WHAT THE TASK REQUIRES:
Output a verbatim copy of the data, cut off after the line that contains "0 2.5px,transparent 0".

MATERIALS PROVIDED:
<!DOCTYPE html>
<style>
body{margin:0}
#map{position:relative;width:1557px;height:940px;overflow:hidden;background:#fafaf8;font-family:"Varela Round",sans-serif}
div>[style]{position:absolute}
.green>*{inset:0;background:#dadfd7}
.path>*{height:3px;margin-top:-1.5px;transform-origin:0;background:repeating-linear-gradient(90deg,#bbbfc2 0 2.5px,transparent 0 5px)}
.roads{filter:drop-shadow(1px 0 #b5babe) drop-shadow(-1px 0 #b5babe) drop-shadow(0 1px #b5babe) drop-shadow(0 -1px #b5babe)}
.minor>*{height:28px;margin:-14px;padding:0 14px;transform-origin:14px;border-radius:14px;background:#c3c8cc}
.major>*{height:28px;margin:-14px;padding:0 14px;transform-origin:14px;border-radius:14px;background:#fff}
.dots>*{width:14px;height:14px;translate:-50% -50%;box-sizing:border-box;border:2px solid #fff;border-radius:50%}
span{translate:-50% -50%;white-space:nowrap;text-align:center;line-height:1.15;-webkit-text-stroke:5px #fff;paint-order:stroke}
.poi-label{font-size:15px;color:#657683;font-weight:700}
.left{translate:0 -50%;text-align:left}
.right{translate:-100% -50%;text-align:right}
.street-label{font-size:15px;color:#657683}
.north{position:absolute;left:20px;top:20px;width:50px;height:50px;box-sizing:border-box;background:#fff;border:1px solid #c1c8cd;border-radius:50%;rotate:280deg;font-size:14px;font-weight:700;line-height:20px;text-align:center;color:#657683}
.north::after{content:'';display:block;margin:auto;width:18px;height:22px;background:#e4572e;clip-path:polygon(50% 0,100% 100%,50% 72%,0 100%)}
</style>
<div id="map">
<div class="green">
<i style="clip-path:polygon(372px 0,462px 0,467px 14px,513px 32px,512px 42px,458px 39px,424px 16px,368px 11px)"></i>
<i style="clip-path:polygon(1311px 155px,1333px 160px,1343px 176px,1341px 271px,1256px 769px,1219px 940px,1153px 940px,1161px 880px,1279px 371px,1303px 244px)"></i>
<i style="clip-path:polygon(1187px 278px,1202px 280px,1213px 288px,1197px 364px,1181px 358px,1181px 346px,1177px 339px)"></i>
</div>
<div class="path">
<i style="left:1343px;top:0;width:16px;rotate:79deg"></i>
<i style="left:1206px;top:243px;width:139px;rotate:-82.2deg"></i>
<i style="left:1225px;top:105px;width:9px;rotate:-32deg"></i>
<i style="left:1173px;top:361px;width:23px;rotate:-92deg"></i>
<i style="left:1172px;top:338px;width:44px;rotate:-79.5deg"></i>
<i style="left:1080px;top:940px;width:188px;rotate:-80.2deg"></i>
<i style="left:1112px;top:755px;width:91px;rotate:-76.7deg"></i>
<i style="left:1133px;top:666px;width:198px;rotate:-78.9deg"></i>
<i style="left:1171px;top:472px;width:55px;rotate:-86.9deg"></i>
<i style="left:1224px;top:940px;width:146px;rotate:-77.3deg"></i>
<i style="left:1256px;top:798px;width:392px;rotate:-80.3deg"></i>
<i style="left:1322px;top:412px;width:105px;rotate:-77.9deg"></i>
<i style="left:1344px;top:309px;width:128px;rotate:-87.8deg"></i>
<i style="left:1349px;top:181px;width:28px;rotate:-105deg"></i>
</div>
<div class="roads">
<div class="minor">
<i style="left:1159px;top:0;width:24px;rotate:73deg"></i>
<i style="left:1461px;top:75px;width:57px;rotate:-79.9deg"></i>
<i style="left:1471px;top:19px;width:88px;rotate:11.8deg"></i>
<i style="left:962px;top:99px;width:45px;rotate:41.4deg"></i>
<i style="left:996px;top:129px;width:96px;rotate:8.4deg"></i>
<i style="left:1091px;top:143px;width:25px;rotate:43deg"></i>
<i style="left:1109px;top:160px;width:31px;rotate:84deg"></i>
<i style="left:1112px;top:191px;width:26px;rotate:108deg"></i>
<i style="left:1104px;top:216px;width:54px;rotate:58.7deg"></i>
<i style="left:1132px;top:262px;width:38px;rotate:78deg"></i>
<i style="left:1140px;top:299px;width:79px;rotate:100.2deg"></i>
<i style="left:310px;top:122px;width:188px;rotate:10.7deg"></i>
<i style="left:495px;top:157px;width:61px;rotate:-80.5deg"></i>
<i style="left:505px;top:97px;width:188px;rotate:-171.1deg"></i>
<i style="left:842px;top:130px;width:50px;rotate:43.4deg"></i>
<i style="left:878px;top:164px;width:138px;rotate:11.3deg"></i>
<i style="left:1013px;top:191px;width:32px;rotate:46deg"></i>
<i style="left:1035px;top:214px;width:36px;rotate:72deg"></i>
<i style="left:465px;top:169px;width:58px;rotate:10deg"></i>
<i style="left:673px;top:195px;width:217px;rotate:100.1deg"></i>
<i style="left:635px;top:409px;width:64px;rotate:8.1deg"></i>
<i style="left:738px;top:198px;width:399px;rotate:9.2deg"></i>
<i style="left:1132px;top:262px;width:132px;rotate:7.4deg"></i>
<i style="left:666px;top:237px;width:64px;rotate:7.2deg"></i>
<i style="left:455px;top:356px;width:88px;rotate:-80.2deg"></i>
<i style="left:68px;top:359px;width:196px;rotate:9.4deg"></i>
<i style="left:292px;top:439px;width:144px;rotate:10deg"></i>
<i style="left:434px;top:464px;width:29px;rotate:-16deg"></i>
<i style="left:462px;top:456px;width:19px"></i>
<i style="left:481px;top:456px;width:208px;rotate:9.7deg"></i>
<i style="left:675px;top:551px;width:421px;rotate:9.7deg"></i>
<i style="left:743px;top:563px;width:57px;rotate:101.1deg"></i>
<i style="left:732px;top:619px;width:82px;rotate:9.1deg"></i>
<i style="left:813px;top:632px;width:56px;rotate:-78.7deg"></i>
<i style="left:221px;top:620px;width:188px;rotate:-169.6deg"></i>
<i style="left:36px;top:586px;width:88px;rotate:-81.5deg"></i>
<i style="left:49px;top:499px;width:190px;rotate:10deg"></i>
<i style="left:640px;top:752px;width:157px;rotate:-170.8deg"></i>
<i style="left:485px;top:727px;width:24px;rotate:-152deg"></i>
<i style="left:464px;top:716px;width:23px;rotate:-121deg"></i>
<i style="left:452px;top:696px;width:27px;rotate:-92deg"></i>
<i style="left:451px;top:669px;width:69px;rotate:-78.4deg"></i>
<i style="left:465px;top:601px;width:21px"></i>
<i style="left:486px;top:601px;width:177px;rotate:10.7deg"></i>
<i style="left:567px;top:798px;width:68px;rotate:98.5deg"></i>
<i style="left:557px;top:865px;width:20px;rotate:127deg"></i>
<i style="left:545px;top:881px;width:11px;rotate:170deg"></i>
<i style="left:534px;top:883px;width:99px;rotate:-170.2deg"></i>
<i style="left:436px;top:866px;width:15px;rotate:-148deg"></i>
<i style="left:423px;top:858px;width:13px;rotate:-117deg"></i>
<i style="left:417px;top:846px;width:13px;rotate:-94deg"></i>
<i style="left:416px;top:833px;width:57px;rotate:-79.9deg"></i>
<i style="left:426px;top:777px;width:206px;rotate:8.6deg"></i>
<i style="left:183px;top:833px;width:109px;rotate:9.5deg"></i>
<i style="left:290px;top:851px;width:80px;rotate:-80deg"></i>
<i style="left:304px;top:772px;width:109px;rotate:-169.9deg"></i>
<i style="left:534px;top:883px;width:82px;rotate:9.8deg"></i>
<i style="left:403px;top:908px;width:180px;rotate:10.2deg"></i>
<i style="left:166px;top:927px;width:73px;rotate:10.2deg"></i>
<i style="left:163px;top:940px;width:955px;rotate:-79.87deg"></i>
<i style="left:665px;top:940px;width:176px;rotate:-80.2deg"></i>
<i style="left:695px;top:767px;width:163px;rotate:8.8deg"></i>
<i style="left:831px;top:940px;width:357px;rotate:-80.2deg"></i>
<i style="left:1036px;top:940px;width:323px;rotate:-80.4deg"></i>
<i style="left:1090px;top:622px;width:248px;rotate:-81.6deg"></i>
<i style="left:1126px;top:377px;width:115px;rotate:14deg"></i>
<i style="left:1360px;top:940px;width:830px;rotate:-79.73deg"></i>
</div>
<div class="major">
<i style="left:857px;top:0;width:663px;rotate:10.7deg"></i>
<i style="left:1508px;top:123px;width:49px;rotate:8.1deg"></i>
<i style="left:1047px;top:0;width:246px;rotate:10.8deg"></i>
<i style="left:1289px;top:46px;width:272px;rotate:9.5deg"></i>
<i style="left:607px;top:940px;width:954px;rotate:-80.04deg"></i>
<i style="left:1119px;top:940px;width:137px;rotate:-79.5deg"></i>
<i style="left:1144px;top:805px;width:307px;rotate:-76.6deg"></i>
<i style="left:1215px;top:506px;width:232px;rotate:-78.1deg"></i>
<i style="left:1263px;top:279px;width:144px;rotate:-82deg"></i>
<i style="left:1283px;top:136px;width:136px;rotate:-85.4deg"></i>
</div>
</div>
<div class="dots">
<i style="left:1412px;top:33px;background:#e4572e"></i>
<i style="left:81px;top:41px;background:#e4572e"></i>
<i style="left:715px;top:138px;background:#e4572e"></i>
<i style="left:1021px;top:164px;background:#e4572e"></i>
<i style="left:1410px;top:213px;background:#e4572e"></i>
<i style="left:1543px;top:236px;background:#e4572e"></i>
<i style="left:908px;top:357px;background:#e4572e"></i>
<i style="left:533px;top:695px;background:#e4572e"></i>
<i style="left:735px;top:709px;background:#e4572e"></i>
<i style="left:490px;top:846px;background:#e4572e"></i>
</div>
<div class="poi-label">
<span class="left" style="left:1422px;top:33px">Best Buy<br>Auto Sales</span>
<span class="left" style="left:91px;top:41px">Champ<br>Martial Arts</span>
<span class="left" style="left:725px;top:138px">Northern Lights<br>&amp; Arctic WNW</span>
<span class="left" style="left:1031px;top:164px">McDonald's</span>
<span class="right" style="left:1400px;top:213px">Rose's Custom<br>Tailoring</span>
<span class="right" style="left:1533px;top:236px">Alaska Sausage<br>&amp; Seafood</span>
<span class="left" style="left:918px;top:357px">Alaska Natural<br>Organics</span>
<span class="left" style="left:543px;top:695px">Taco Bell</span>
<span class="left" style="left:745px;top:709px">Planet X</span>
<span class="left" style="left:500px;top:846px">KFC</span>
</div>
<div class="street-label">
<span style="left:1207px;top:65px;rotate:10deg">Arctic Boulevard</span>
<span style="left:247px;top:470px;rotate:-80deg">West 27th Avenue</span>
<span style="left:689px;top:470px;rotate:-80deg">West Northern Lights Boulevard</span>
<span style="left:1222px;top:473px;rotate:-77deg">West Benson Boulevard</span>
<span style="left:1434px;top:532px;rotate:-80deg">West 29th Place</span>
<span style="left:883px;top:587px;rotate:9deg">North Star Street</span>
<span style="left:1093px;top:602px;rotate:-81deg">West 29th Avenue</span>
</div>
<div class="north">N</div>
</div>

YOUR RESPONSE:
<!DOCTYPE html>
<style>
body{margin:0}
#map{position:relative;width:1557px;height:940px;overflow:hidden;background:#fafaf8;font-family:"Varela Round",sans-serif}
div>[style]{position:absolute}
.green>*{inset:0;background:#dadfd7}
.path>*{height:3px;margin-top:-1.5px;transform-origin:0;background:repeating-linear-gradient(90deg,#bbbfc2 0 2.5px,transparent 0 5px)}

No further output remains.